I am convinced that a deep understanding of how blockchains work can expand and push the borders of thought and that is very important for students of a critical and theoretical discipline like Media Studies.

What do you hope to achieve mainly from the presentation?

I hope that the students will be able to grasp the logic of participation in blockchain networks. Specially the youngest among them have grown up in a society that mediates and manages everything for us. The banks manage our savings, politicians and technocrats manage complex problems that affect us all, Spotify manages our music tastes, Facebook manages our

friendships. It is very important that we regain autonomy and knowledge of all these areas that are now managed by financial and political oligarchies as well as cultural industries. Only by regaining the right to self-administrate our lives, solve our own problems and design the social and cultural parameters, we can participate in a given society or network. Blockchain projects like Crown offer this possibility and it is crucial that professional and dedicated people of the field come to visit us and explain this as clear and exact as possible.

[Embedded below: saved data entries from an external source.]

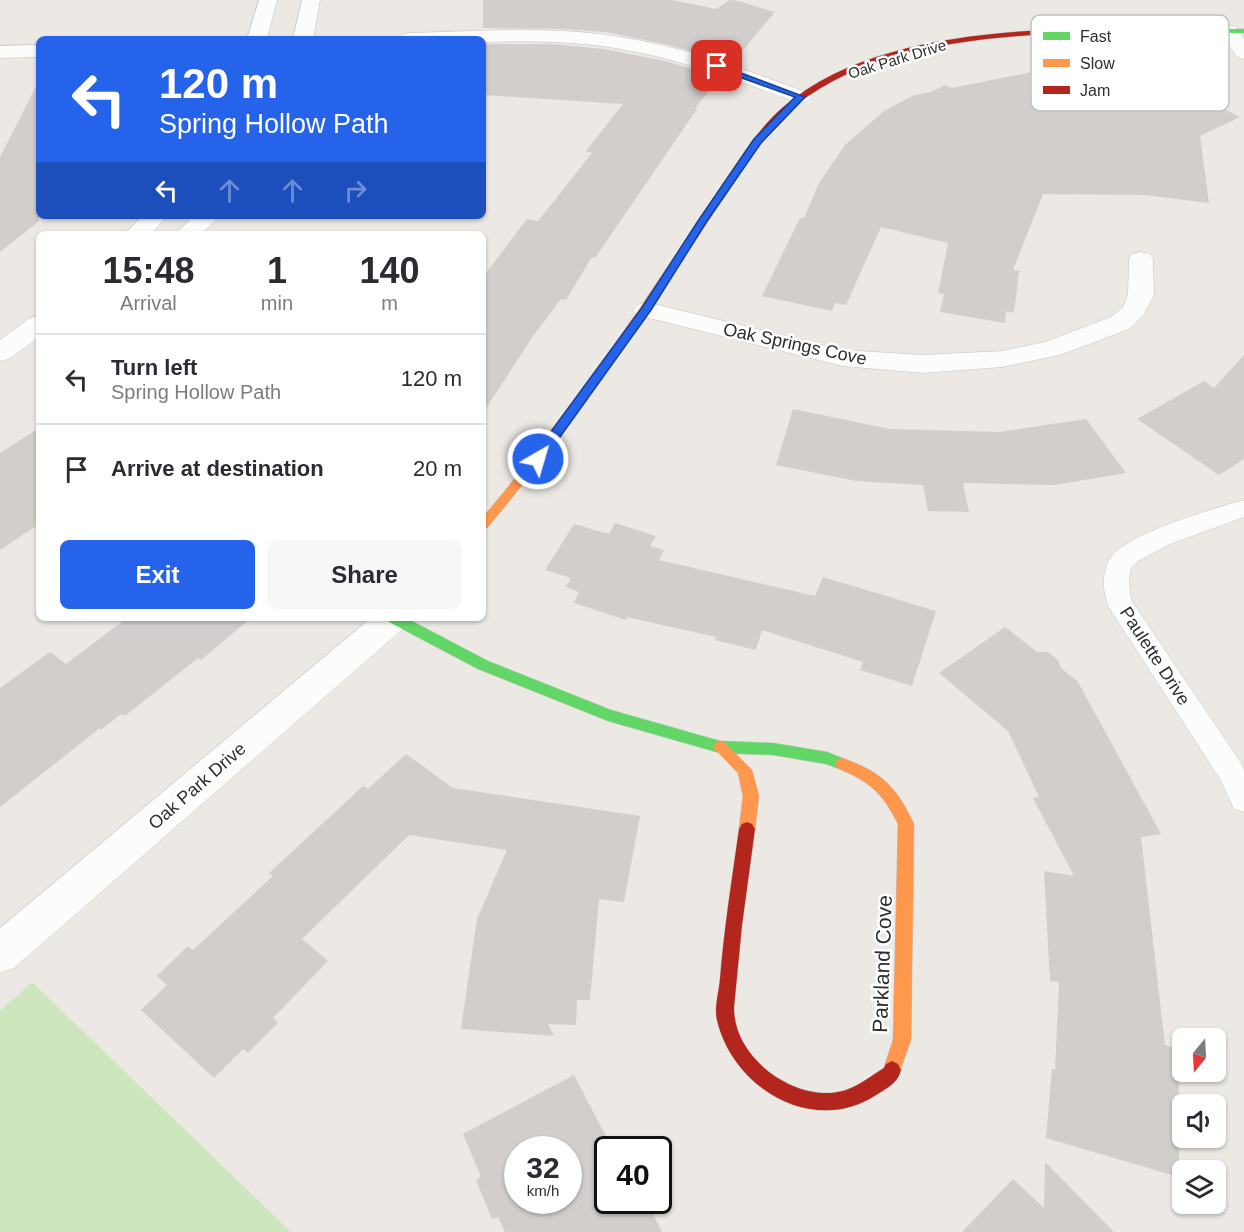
<!DOCTYPE html>
<style>
:root{--surface:#fff;--page:#f7f7f7;--text:#2b2b33;--muted:#7c7c81;--line:#e1e1e2;--accent:#2563eb}
body{margin:0;font-family:Arial,sans-serif;background:var(--page);color:var(--text);height:100vh;display:flex;flex-direction:column;font-size:22px;white-space:nowrap}
*{box-sizing:border-box;margin:0}
p{font-size:20px;color:var(--muted)}
.icon{flex:none;width:33px;height:33px;fill:none;stroke:currentColor;stroke-width:2;stroke-linecap:round;stroke-linejoin:round}
.map{position:relative;flex:1;overflow:hidden}
.sheet{position:absolute;left:36px;top:231px;width:450px;height:390px;display:flex;flex-direction:column;background:var(--surface);border-radius:9px;box-shadow:0 2px 4px #0004}
.sheet>*{flex:none}
.banner{position:absolute;left:36px;top:36px;width:450px;height:183px;border-radius:9px;box-shadow:0 2px 4px #0004;background:#2563eb;color:#fff;overflow:hidden}
.needle{width:39px;rotate:198deg}
.controls{position:absolute;left:1172px;top:1028px;display:grid;gap:12px}
.controls a{display:grid;place-items:center;width:54px;height:54px;border-radius:9px;background:var(--surface);box-shadow:0 2px 4px #0004;font-size:30px}
.speed{position:absolute;left:504px;top:1136px;display:flex;gap:12px;font-size:30px;font-weight:700;text-align:center}
.speed>*{display:grid;place-content:center;width:78px;height:78px;border-radius:50%;background:var(--surface);box-shadow:0 2px 4px #0004;line-height:1}
.speed small{font-size:15px;font-weight:400}
.speed .limit{border:3px solid #111;border-radius:9px;background:#fff;color:#111}
.pin{position:absolute;display:grid;place-items:center;width:51px;height:51px;color:#fff;margin:-26px;border-radius:12px;box-shadow:0 3px 9px #0006}
.me{position:absolute;width:66px;margin:-33px;rotate:38deg;stroke-linejoin:round;filter:drop-shadow(0 0 4px #0008)}
.turn{display:flex;align-items:center;gap:21px;height:126px;padding:0 24px;font-size:27px}
.turn .icon{width:78px;height:78px;stroke-width:2.5}
.turn b{display:block;font-size:42px;line-height:51px}
.lanes{display:flex;align-items:center;height:57px;padding:0 24px;background:#0003;justify-content:center;gap:30px;direction:ltr}
.lanes .off{opacity:.35}
.eta{display:flex;justify-content:space-evenly;align-items:center;height:102px;text-align:center}
.eta b{font-size:36px;font-weight:700;line-height:42px}
.action{display:flex;gap:12px;margin-top:auto;padding:12px 24px}
.action a{flex:1;height:69px;border-radius:9px;background:var(--accent);color:#fff;font-size:24px;font-weight:700;line-height:69px;text-align:center}
.action a+a{background:var(--page);color:var(--text)}
ul{padding:0;list-style:none}
li{display:flex;align-items:center;gap:18px;height:90px;padding:0 24px;border-top:2px solid var(--line)}
li div{flex:1}
li b{display:block;font-size:22px}
li em{font-style:normal}
.map>svg:first-child{display:block}
</style>
<div class="map">
<svg width="1244" height="1232" viewBox="0 0 1244 1232">
<rect width="100%" height="100%" fill="#ece8e4"/>
<!-- green -->
<path fill="#cee6be" d="M 32,982 L 291,1232 L 0,1232 L 0,1011 Z"/>
<!-- building -->
<g fill="#d1cecb" fill-rule="evenodd">
<path d="M 483,0 L 672,0 L 716,9 L 730,0 L 734,0 L 775,12 L 732,63 L 669,45 L 606,32 L 561,29 L 483,28 Z"/>
<path d="M 483,44 L 552,44 L 604,49 L 665,61 L 720,77 L 695,108 L 697,109 L 595,258 L 592,257 L 566,300 L 561,299 L 533,336 L 483,413 L 483,277 L 527,219 L 538,221 L 592,153 L 586,151 L 623,104 L 483,95 Z"/>
<path d="M 1143,50 L 1168,81 L 1240,117 L 1200,136 L 1209,203 L 1145,195 L 1043,194 L 1013,270 L 1019,271 L 1014,313 L 1006,311 L 1005,323 L 940,312 L 944,294 L 938,293 L 948,243 L 881,227 L 846,305 L 835,303 L 832,311 L 762,296 L 800,218 L 804,218 L 819,183 L 845,145 L 884,111 L 914,95 L 931,92 L 945,85 L 952,88 Z"/>
<path d="M 39,81 L 39,221 L 0,252 L 0,157 Z"/>
<path d="M 1244,355 L 1244,459 L 1219,475 L 1137,419 L 1204,381 L 1214,388 Z"/>
<path d="M 793,409 L 890,429 L 999,432 L 1086,419 L 1126,473 L 1055,485 L 963,483 L 969,512 L 928,511 L 923,485 L 856,481 L 776,465 Z"/>
<path d="M 39,428 L 39,524 L 0,550 L 0,453 Z"/>
<path d="M 615,523 L 656,536 L 650,546 L 664,550 L 659,560 L 815,596 L 823,577 L 936,611 L 912,686 L 860,670 L 863,662 L 762,630 L 756,650 L 715,640 L 716,637 L 627,617 L 626,620 L 574,603 L 579,592 L 566,587 L 571,578 L 545,570 L 574,524 L 609,534 Z"/>
<path d="M 127,618 L 251,618 L 201,660 L 198,658 L 125,716 L 121,714 L 101,730 L 100,728 L 0,807 L 0,688 L 50,652 L 66,664 Z"/>
<path d="M 1005,627 L 1037,652 L 1048,652 L 1058,660 L 1061,668 L 1078,682 L 1161,834 L 1141,837 L 1165,1045 L 1172,1047 L 1172,1077 L 1179,1079 L 1179,1177 L 1046,1138 L 1052,1069 L 1055,1070 L 1059,982 L 1050,981 L 1044,871 L 1074,876 L 1033,798 L 1039,797 L 1008,731 L 939,673 Z"/>
<path d="M 406,754 L 453,788 L 640,816 L 624,902 L 599,899 L 590,1000 L 577,1000 L 576,1025 L 548,1024 L 554,1036 L 461,1029 L 477,919 L 507,850 L 409,835 L 302,939 L 328,961 L 273,1018 L 278,1023 L 248,1053 L 243,1049 L 214,1078 L 141,1010 L 167,985 L 157,976 L 188,946 L 193,950 L 273,876 L 269,873 L 363,786 L 368,789 Z"/>
<path d="M 574,1075 L 611,1146 L 617,1144 L 620,1149 L 608,1149 L 608,1200 L 646,1200 L 662,1232 L 505,1232 L 498,1217 L 492,1219 L 476,1180 L 481,1177 L 463,1134 ZM 518,1149 L 568,1149 L 568,1200 L 518,1200 Z"/>
<path d="M 1045,1162 L 1114,1232 L 962,1232 L 1013,1179 L 1044,1208 Z"/>
</g>
<g fill="none" stroke-linecap="round" stroke-linejoin="round">
<!-- lane casing -->
<g stroke="#c5c4c5" stroke-width="1">
<path id="lane" d="M 1244,500 L 1244,517 L 1168,545 L 1138,561 L 1131,568 L 1129,581 L 1131,600 L 1241,763 L 1244,770 L 1244,812 L 1234,809 L 1220,779 L 1110,609 C 1102,593 1101,570 1112,556 C 1130,533 1214,508 1244,500 Z"/>
</g>
<!-- street casing -->
<g stroke="#c5c4c5" stroke-width="1">
<g id="street">
<path d="M 259,0 L 277,0 L 267,39 L 247,39 Z"/>
<path d="M 302,0 L 320,0 L 313,39 L 293,39 Z"/>
<path d="M 1229,25 L 1236,27 L 1244,39 L 1244,59 L 1237,57 L 1219,31 L 1222,27 Z"/>
<path d="M 501,30 C 541,30 581,30 620,37 C 685,47 747,70 808,93 L 811,97 L 808,101 L 801,103 L 794,101 C 737,81 681,59 621,49 C 576,41 529,41 483,42 L 483,39 L 399,39 L 402,35 L 409,33 Z"/>
<path d="M 39,45 L 39,57 L 0,58 L 0,46 Z"/>
<path d="M 142,216 L 167,216 L 151,234 L 125,234 Z"/>
<path d="M 194,216 L 220,216 L 201,234 L 175,234 Z"/>
<path d="M 1141,252 L 1150,254 L 1153,259 L 1154,295 L 1143,316 L 1129,329 L 1060,355 L 1002,367 L 923,373 L 843,366 L 637,315 L 633,310 L 637,305 L 646,302 L 843,350 L 923,355 L 1002,351 L 1045,342 L 1111,317 L 1123,307 L 1128,295 L 1129,259 L 1132,254 Z"/>
<path d="M 39,316 L 39,337 L 9,359 L 0,361 L 0,340 L 30,318 Z"/>
<path d="M 371,618 L 410,618 L 405,627 L 14,968 L 0,973 L 0,928 Z"/>
</g>
</g>
<!-- fast casing -->
<g stroke="#c5c4c5" stroke-width="1">
<g id="fast">
<path d="M 1138,28 L 1244,29 L 1244,33 L 1135,32 L 1134,30 Z"/>
<path d="M 387,618 L 406,618 L 488,661 L 611,710 L 720,741 L 773,743 L 827,752 L 847,760 L 849,764 L 847,768 L 842,770 L 826,764 L 773,755 L 720,753 L 608,721 L 478,669 L 389,622 Z"/>
</g>
</g>
<!-- slow casing -->
<g stroke="#c5c4c5" stroke-width="1">
<g id="slow">
<path d="M 725,182 L 733,184 C 654,303 579,419 487,528 L 483,530 L 483,517 C 573,411 647,297 725,182 Z"/>
<path d="M 720,741 L 725,743 L 752,770 L 759,796 L 755,829 L 752,834 L 747,836 L 742,834 L 739,829 L 743,796 L 738,773 L 713,747 L 715,743 Z"/>
<path d="M 842,758 C 882,772 896,786 914,824 L 911,1040 L 898,1076 L 892,1079 L 886,1076 L 883,1070 L 893,1040 L 898,824 C 882,792 870,782 837,768 L 835,764 L 837,760 Z"/>
</g>
</g>
<!-- jam casing -->
<g stroke="#c5c4c5" stroke-width="1">
<g id="jam">
<path d="M 1096,28 L 1138,28 L 1142,30 L 1138,32 C 1029,33 871,35 786,114 C 764,134 748,161 731,186 L 723,184 C 741,158 758,129 782,108 C 863,38 994,31 1096,28 Z"/>
<path d="M 747,822 L 752,824 L 755,829 L 742,925 L 734,1007 C 733,1054 785,1095 830,1093 C 852,1092 866,1079 884,1068 L 886,1064 L 892,1061 L 898,1064 L 901,1070 C 898,1083 887,1088 876,1095 C 814,1136 733,1089 717,1020 C 714,1007 719,992 720,979 C 724,929 732,879 739,829 L 742,824 Z"/>
</g>
</g>
<!-- lane -->
<use href="#lane" fill="#fcfcfb" fill-rule="evenodd"/>
<!-- street -->
<use href="#street" fill="#fcfcfb" fill-rule="evenodd"/>
<!-- fast -->
<use href="#fast" fill="#63d668" fill-rule="evenodd"/>
<!-- slow -->
<use href="#slow" fill="#ff974d" fill-rule="evenodd"/>
<!-- jam -->
<use href="#jam" fill="#b3261e" fill-rule="evenodd"/>
</g>
<!-- route -->
<path fill="#2563eb" stroke="#184099" stroke-width="1.5" d="M 717,64 L 805,97 L 761,143 L 707,221 L 651,310 L 542,462 L 533,462 L 533,456 L 641,309 L 698,221 L 754,139 L 795,97 L 714,68 L 714,65 Z"/>
<g text-anchor="middle" dominant-baseline="central" stroke-width="5" stroke-linejoin="round" paint-order="stroke">
<!-- far-street labels -->
<g font-size="15" fill="#2e2e2e" stroke="#fff">
<text transform="translate(897 59) rotate(-17)">Oak Park Drive</text>
</g>
<!-- street labels -->
<g font-size="18" fill="#2e2e2e" stroke="#fff">
<text transform="translate(795 344) rotate(12)">Oak Springs Cove</text>
<text transform="translate(1155 656) rotate(57)">Paulette Drive</text>
<text transform="translate(197 786) rotate(-41)">Oak Park Drive</text>
</g>
<!-- near-street labels -->
<g font-size="21" fill="#2e2e2e" stroke="#fff">
<text transform="translate(882 964) rotate(-88)">Parkland Cove</text>
</g>
</g>
<!-- legend -->
<rect x="1031" y="15" width="198" height="96" rx="9" fill="#fff" stroke="#c0c0c0" stroke-width="1.5"/>
<rect x="1043" y="32" width="27" height="8" fill="#63d668"/>
<rect x="1043" y="59" width="27" height="8" fill="#ff974d"/>
<rect x="1043" y="86" width="27" height="8" fill="#b3261e"/>
<g font-size="16" fill="#2e2e2e">
<text x="1080" y="42">Fast</text>
<text x="1080" y="69">Slow</text>
<text x="1080" y="96">Jam</text>
</g>
</svg>
<div class="controls">
<a><svg class="needle" viewBox="-14 -14 28 28"><path d="M0-13l5 13h-10z" fill="#e53935"/><path d="M0 13l5-13h-10z" fill="#7c7c81"/></svg></a>
<a><svg class="icon" aria-label="sound" viewBox="0 0 24 24"><path d="M4 9h4l5-4v14l-5-4H4zM17 9q2 3 0 6"/></svg></a>
<a><svg class="icon" aria-label="layers" viewBox="0 0 24 24"><path d="M12 4l9 5-9 5-9-5zM3 14l9 5 9-5"/></svg></a>
</div>
<div class="speed"><div>32<small>km/h</small></div><div class="limit">40</div></div>
<div class="pin" style="left:717px;top:66px;background:#d93025"><svg class="icon" aria-label="arrive" viewBox="0 0 24 24"><path d="M6 21V4h12l-3 4 3 4H6"/></svg></div>
<svg class="me" style="left:538px;top:459px" viewBox="-20 -20 40 40"><circle r="17" fill="#2563eb" stroke="#fff" stroke-width="3"/><path d="M0-11L8 9 0 5-8 9z" fill="#fff"/></svg>
<div class="banner">
<div class="turn"><svg class="icon" aria-label="left" viewBox="0 0 24 24"><path d="M17 20v-9H6M10 6l-5 5 5 5"/></svg><div><b>120 m</b>Spring Hollow Path</div></div>
<div class="lanes"><svg class="icon" aria-label="left" viewBox="0 0 24 24"><path d="M17 20v-9H6M10 6l-5 5 5 5"/></svg><svg class="icon off" aria-label="ahead" viewBox="0 0 24 24"><path d="M12 20V5M6 11l6-6 6 6"/></svg><svg class="icon off" aria-label="ahead" viewBox="0 0 24 24"><path d="M12 20V5M6 11l6-6 6 6"/></svg><svg class="icon off" aria-label="right" viewBox="0 0 24 24"><path d="M7 20v-9h11M14 6l5 5-5 5"/></svg></div>
</div>
<section class="sheet">
<div class="eta">
<div><b>15:48</b><p>Arrival</p></div>
<div><b>1</b><p>min</p></div>
<div><b>140</b><p>m</p></div>
</div>
<ul>
<li><svg class="icon" aria-label="left" viewBox="0 0 24 24"><path d="M17 20v-9H6M10 6l-5 5 5 5"/></svg><div><b>Turn left</b><p>Spring Hollow Path</p></div><em>120 m</em></li>
<li><svg class="icon" aria-label="arrive" viewBox="0 0 24 24"><path d="M6 21V4h12l-3 4 3 4H6"/></svg><div><b>Arrive at destination</b></div><em>20 m</em></li>
</ul>
<div class="action"><a>Exit</a><a>Share</a></div>
</section>
</div>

How do you think this will benefit Crown?

I met Tey Al Rjula at a blockchain conference in Essen, Germany. He is a Dutch blockchain developer that is working on a project together with the Dutch government to give back identities to refugees that have no birth certificates (like him). I had a very interesting discussion with him and I share these thoughts. He stated that we are in a phase of blockchain technology where awareness is the most important. We need to propagate the knowledge about the bitcoin protocol and its potentials, as well as of the grass roots communities that are out there and that can be joined to work on, like Crown. This needs to happen as fast as possible as there are very powerful actors trying to tame this radical technology and turn it into unpolitical and controlled transaction systems to just lower fees or maximize efficiency. While these attributes are not to be underestimated, the real potential of blockchains lies in the collective empowerment they implicit, specially for those who need it most.

Crown needs to gain visibility and awareness has to be raised about its social, cultural and economic potentials. Reaching out to universities is a great way to achieve this, as critical thinkers can propagate the acquired information and knowledge as well as work on further developing ideas and concepts. Public universities and critical disciplines can influence the evolution of blockchain technologies attending to ethical and political dimensions that are losing their centrality while financial dimensions are gaining it.

Do you think that this proposal could be repeated with other Universities/Countries/Students?

I am convinced that informative and educational talks need to be made at all levels and institutions. From primary schools to universities. I share that point of view with Andreas Antonopoulos. Every kid should have 3 years of experience with bitcoin / blockchain infrastructure before they create their first bank account. This way we denaturalize the relation we have to money and to financial institutions and are able to think of new social, cultural and economic models that are less oppressing. It is the task of every blockchain community to explain itself to newcomers, free from commercial interests. It has been proved that children develop a different relation to technology if they work with open source tools in an early age, so we definitely need to get rid of as many proprietary systems as we can, especially in public educational institutions.

Are you considering any other proposals for Crown?

Maybe in future. For now, it is important to work on this one.